- Task directions
Below are the records. State how many of their lines hold the word "Bahçe", and add nothing else.

- Material provided
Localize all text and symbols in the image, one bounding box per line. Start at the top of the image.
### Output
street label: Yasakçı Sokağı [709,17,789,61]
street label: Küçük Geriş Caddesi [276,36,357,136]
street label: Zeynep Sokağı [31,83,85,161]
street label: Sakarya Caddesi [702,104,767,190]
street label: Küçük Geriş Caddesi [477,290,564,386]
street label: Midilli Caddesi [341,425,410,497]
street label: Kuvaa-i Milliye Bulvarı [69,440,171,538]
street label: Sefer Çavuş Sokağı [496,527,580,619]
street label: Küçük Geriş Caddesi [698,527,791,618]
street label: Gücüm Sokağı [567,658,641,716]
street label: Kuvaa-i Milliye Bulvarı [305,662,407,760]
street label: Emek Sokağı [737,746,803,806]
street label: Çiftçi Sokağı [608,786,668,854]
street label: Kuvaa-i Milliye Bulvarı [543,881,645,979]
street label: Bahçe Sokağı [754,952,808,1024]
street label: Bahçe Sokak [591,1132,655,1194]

- Task solution
2